Comment From: fantiq

in AbstractRegistryFactory#getRegistry, if NacosConnectionManager#createNamingService throw Exception IllegalStateException and set registry.check = false,the variable registry will return null. maybe it can throw an Exception such as RegistryCreateFailException instead of return null.

in ServiceConfig#doExportUrl we can catch the Exception RegistryCreateFailException and handler the exception by step: 1. unexport the return exporter, 2. record the fail registry

in ServiceConfig#doExportUrls calculate the failure rate, if the rate out of bounds the service may export fail. we can add config service.checkThreshold defaine the failure rate.

in MultipleRegistry the registry url from qs reference-registry and service-registry, the register and subscribe use the different connection. in MultipleServiceDiscovery the registry url from qs child.*. register and subscribe to share these connections.

should we define Multiple failure behavior here, such as the failure rate of multiple connections.

Comment From: Stellar1999

in AbstractRegistryFactory#getRegistry, if NacosConnectionManager#createNamingService throw Exception IllegalStateException and set registry.check = false,the variable registry will return null. maybe it can throw an Exception such as RegistryCreateFailException instead of return null.

in ServiceConfig#doExportUrl we can catch the Exception RegistryCreateFailException and handler the exception by step:

  1. unexport the return exporter
  2. record the fail registry

in ServiceConfig#doExportUrls calculate the failure rate, if the rate out of bounds the service may export fail. we can add config service.checkThreshold defaine the failure rate.

in MultipleRegistry the registry url from qs reference-registry and service-registry, the register and subscribe use the different connection. in MultipleServiceDiscovery the registry url from qs child.*. register and subscribe to share these connections.

should we define Multiple failure behavior here, such as the failure rate of multiple connections.

Good design.

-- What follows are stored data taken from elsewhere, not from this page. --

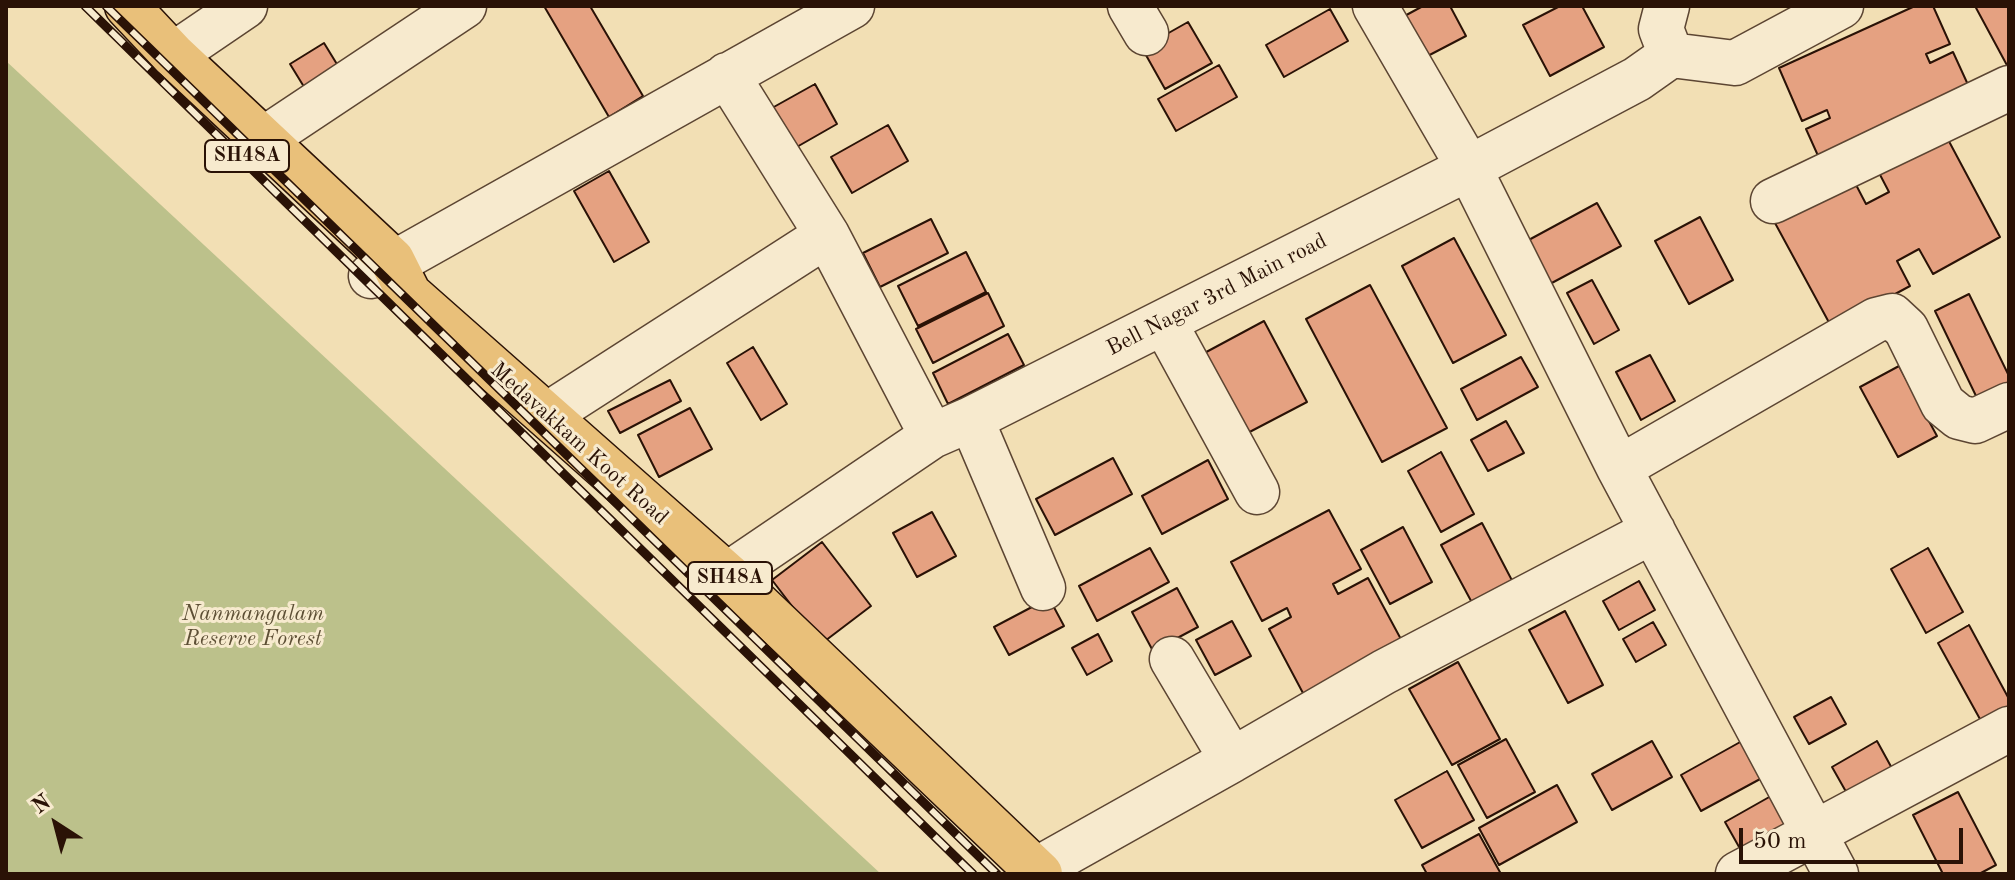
<!DOCTYPE html>
<style>
body{margin:0}
#map{position:relative;width:2015px;height:880px;overflow:hidden;background:#f2dfb4;font-family:"Old Standard TT",serif}
canvas{display:block}
.frame{position:absolute;inset:0;border:8px solid #2a1206;pointer-events:none}
.north{position:absolute;left:16px;top:784px;width:80px;height:80px;-webkit-text-stroke:6px #f7eace;paint-order:stroke;rotate:324deg;font-size:22px;font-weight:700;line-height:32px;text-align:center;color:#2a1206}
.north::after{content:'';display:block;margin:auto;width:28px;height:36px;background:#2a1206;clip-path:polygon(50% 0,100% 100%,50% 72%,0 100%)}
.scale{position:absolute;left:1739px;top:828px;width:224px;height:36px;box-sizing:border-box;border:4px solid #2a1206;border-top:0;padding-left:10px;font-size:24px;line-height:28px;white-space:nowrap;color:#2a1206;-webkit-text-stroke:6px #f7eace;paint-order:stroke}
</style>
<div id="map">
<canvas width="2015" height="880"></canvas>
<div class="frame"></div>
<div class="north">N</div>
<div class="scale">50 m</div>
</div>
<script>
const ctx = document.querySelector('canvas').getContext('2d');
ctx.lineJoin = 'round';
function fill(path, color) { ctx.fillStyle = color; ctx.fill(path, 'evenodd'); }
const shape = rows => new Path2D(rows.map(r => 'M' + r).join(''));
function trace(path, color, width, dash) { ctx.strokeStyle = color; ctx.lineWidth = width; ctx.lineCap = dash ? 'butt' : 'round'; ctx.setLineDash(dash || []); ctx.stroke(path); }
function write(font, color, halo, rows, align = 'center') {
  ctx.font = font + ' "Old Standard TT",serif'; ctx.lineWidth = 6; ctx.setLineDash([]); ctx.textBaseline = 'middle'; ctx.strokeStyle = halo; ctx.fillStyle = color; for (const [text, x, y, turn = 0] of rows) {
    ctx.save(); ctx.translate(x, y); ctx.rotate((+turn || 0) * Math.PI / 180); ctx.textAlign = isNaN(turn) ? turn : align; if (halo) ctx.strokeText(text, 0, 0); ctx.fillText(text, 0, 0); ctx.restore();
  }
}
const green = shape([
 [6,61,881,874,6,874]
]);
const building = shape([
 [544,6,590,6,643,96,609,117,544,6],
 [1423,6,1450,6,1466,36,1420,60,1399,19,1423,6],
 [1560,6,1582,6,1604,47,1550,76,1523,25,1560,6],
 [1915,6,1933,6,1950,44,1926,54,1930,63,1953,52,1975,100,1824,169,1806,129,1830,118,1827,110,1802,121,1779,68,1915,6],
 [1975,6,2009,6,2009,69,1975,6],
 [1330,9,1348,41,1284,77,1266,45,1330,9],
 [1188,22,1212,63,1165,89,1142,48,1188,22],
 [324,43,343,74,309,95,290,64,324,43],
 [1219,65,1237,97,1176,131,1158,99,1219,65],
 [815,84,837,124,795,148,772,108,815,84],
 [888,125,908,161,852,193,831,157,888,125],
 [1944,132,2000,237,1933,274,1919,249,1897,261,1910,286,1832,328,1775,223,1854,181,1866,204,1889,192,1877,169,1944,132],
 [609,171,649,242,614,262,574,191,609,171],
 [1597,203,1621,246,1548,285,1525,242,1597,203],
 [1700,217,1733,280,1689,304,1655,241,1700,217],
 [931,219,948,253,880,287,863,253,931,219],
 [1454,238,1506,335,1453,363,1402,266,1454,238],
 [966,252,986,292,918,326,898,286,966,252],
 [1592,280,1619,330,1594,344,1567,293,1592,280],
 [1370,285,1447,428,1382,462,1306,319,1370,285],
 [988,293,1004,326,933,363,916,329,988,293],
 [1969,294,2009,376,2009,382,1977,398,1935,311,1969,294],
 [1264,321,1307,402,1240,437,1197,357,1264,321],
 [1008,334,1024,365,948,404,933,373,1008,334],
 [753,347,787,404,761,420,727,363,753,347],
 [1650,355,1675,401,1641,420,1616,372,1650,355],
 [1521,357,1538,387,1477,420,1461,389,1521,357],
 [1899,366,1937,436,1898,457,1860,387,1899,366],
 [670,380,681,401,620,433,608,411,670,380],
 [690,408,712,449,659,477,638,435,690,408],
 [1506,421,1524,453,1488,471,1471,440,1506,421],
 [1441,452,1474,514,1441,532,1408,471,1441,452],
 [1113,458,1132,494,1055,535,1036,499,1113,458],
 [1208,460,1228,499,1162,534,1142,496,1208,460],
 [1329,510,1361,569,1333,584,1338,594,1368,578,1403,643,1304,695,1269,629,1291,617,1287,608,1262,621,1231,562,1329,510],
 [932,512,956,556,917,577,893,533,932,512],
 [1482,523,1517,590,1477,612,1441,545,1482,523],
 [1403,527,1432,582,1390,604,1361,550,1403,527],
 [822,542,871,606,821,644,772,580,822,542],
 [1150,548,1169,582,1097,621,1079,586,1150,548],
 [1928,548,1963,612,1926,633,1891,569,1928,548],
 [1639,581,1655,610,1619,630,1603,601,1639,581],
 [1177,588,1198,627,1153,651,1132,612,1177,588],
 [1049,598,1064,626,1009,655,994,627,1049,598],
 [1565,611,1603,685,1568,703,1529,630,1565,611],
 [1232,621,1251,656,1215,675,1196,640,1232,621],
 [1653,622,1666,645,1636,662,1623,639,1653,622],
 [1969,625,2009,699,2009,718,1986,730,1938,643,1969,625],
 [1098,634,1112,661,1087,675,1072,648,1098,634],
 [1458,662,1500,739,1452,765,1409,689,1458,662],
 [1831,697,1846,724,1809,744,1794,717,1831,697],
 [1506,739,1535,792,1487,818,1458,765,1506,739],
 [1652,741,1672,777,1612,810,1592,774,1652,741],
 [1742,741,1762,778,1701,811,1681,775,1742,741],
 [1877,741,1894,772,1849,797,1832,767,1877,741],
 [1447,771,1474,820,1422,848,1395,800,1447,771],
 [1557,785,1577,822,1499,865,1479,828,1557,785],
 [1958,792,1996,865,1979,874,1943,874,1913,815,1958,792],
 [1771,796,1789,829,1743,854,1725,822,1771,796],
 [1479,834,1501,874,1427,874,1422,865,1479,834]
]);
const minor = shape([
 [1130,6,1146,33],
 [1375,6,1469,168,1619,468,1836,874],
 [173,55,245,6],
 [1671,55,1735,63,1841,6],
 [727,75,827,235],
 [264,139,464,6],
 [1773,201,2009,88],
 [371,276,852,6],
 [1164,322,1257,492],
 [547,415,827,235,932,436],
 [971,419,1043,588],
 [1619,468,1876,320,1892,316,1906,329,1943,404,1959,417,1975,421,2009,405],
 [727,575,932,436,971,419,1469,168,1637,79,1671,55,1661,29,1667,6],
 [1172,659,1232,760,1384,672,1653,531],
 [1036,870,1232,760],
 [1738,874,2009,729]
]);
const major = shape([
 [127,6,173,55,392,260,409,294,727,575,1040,874]
]);
const rail = shape([
 [85,6,973,874],
 [106,6,997,874]
]);
const shields = [
 [247,156,84],
 [730,578,84]
];
const shieldNames = [
 ["SH48A",247,156],
 ["SH48A",730,578]
];
const streetNames = [
 ["Bell Nagar 3rd Main road",1217,295,-27],
 ["Medavakkam Koot Road",579,444,42]
];
const parkNames = [
 ["Nanmangalam",253,614],
 ["Reserve Forest",253,639]
];
fill(green, '#bcc18b');
fill(building, '#e5a181');
trace(building, '#2a1206', 2);
trace(minor, '#5c4532', 47);
trace(major, '#2a1206', 47);
trace(minor, '#f7eace', 44);
trace(major, '#e9c07a', 44);
trace(rail, '#2a1206', 9);
trace(rail, '#f7eace', 6, [18]);
for (const [x, y, w] of shields) { const box = new Path2D(); box.roundRect(x - w / 2, y - 16, w, 32, 6); ctx.fillStyle = '#f7eace'; ctx.fill(box); trace(box, '#2a1206', 2); }
write('bold 20px', '#2a1206', null, shieldNames);
write('22px', '#2a1206', '#f7eace', streetNames);
write('italic 22px', '#5d4f35', '#f7eace', parkNames);
</script>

However, for this issue, I don’t think we need a counter or similar mechanism to track the failure rate in order to determine success or failure.

In a multi-registry scenario where check=false, the user has already indicated that the application is intended to support multiple registries. The core of this issue is more about ensuring that when multi-registry is enabled, the application can still operate correctly even if one of the registries becomes unavailable.

Therefore, rather than introducing failure rate tracking logic, we should focus on improving the application's resilience to partial registry failures, ensuring that service export or reference can still proceed as long as at least one registry is functional.

Comment From: fantiq

in AbstractRegistryFactory#getRegistry, if NacosConnectionManager#createNamingService throw Exception IllegalStateException and set registry.check = false,the variable registry will return null. maybe it can throw an Exception such as RegistryCreateFailException instead of return null. in ServiceConfig#doExportUrl we can catch the Exception RegistryCreateFailException and handler the exception by step:

  1. unexport the return exporter
  2. record the fail registry

in ServiceConfig#doExportUrls calculate the failure rate, if the rate out of bounds the service may export fail. we can add config service.checkThreshold defaine the failure rate. in MultipleRegistry the registry url from qs reference-registry and service-registry, the register and subscribe use the different connection. in MultipleServiceDiscovery the registry url from qs child.*. register and subscribe to share these connections. should we define Multiple failure behavior here, such as the failure rate of multiple connections.

Good design. However, for this issue, I don’t think we need a counter or similar mechanism to track the failure rate in order to determine success or failure.

In a multi-registry scenario where check=false, the user has already indicated that the application is intended to support multiple registries. The core of this issue is more about ensuring that when multi-registry is enabled, the application can still operate correctly even if one of the registries becomes unavailable.

Therefore, rather than introducing failure rate tracking logic, we should focus on improving the application's resilience to partial registry failures, ensuring that service export or reference can still proceed as long as at least one registry is functional.

That makes sense, when check = true, it means the developers don't care about registration status. and the failure rate maybe observed through metrics.

i have reviewed the ZookeeperRegistry, it's connect、register and subscribe is async. Perhaps i just need to modify the default value of nacos.check to false.

but the option combination of registry.check = false and nacos.check = true still return null. should we return a Registry like DEFAULT_NOP_REGISTRY or asynchronously retry the connection.

looking forward to your guidance.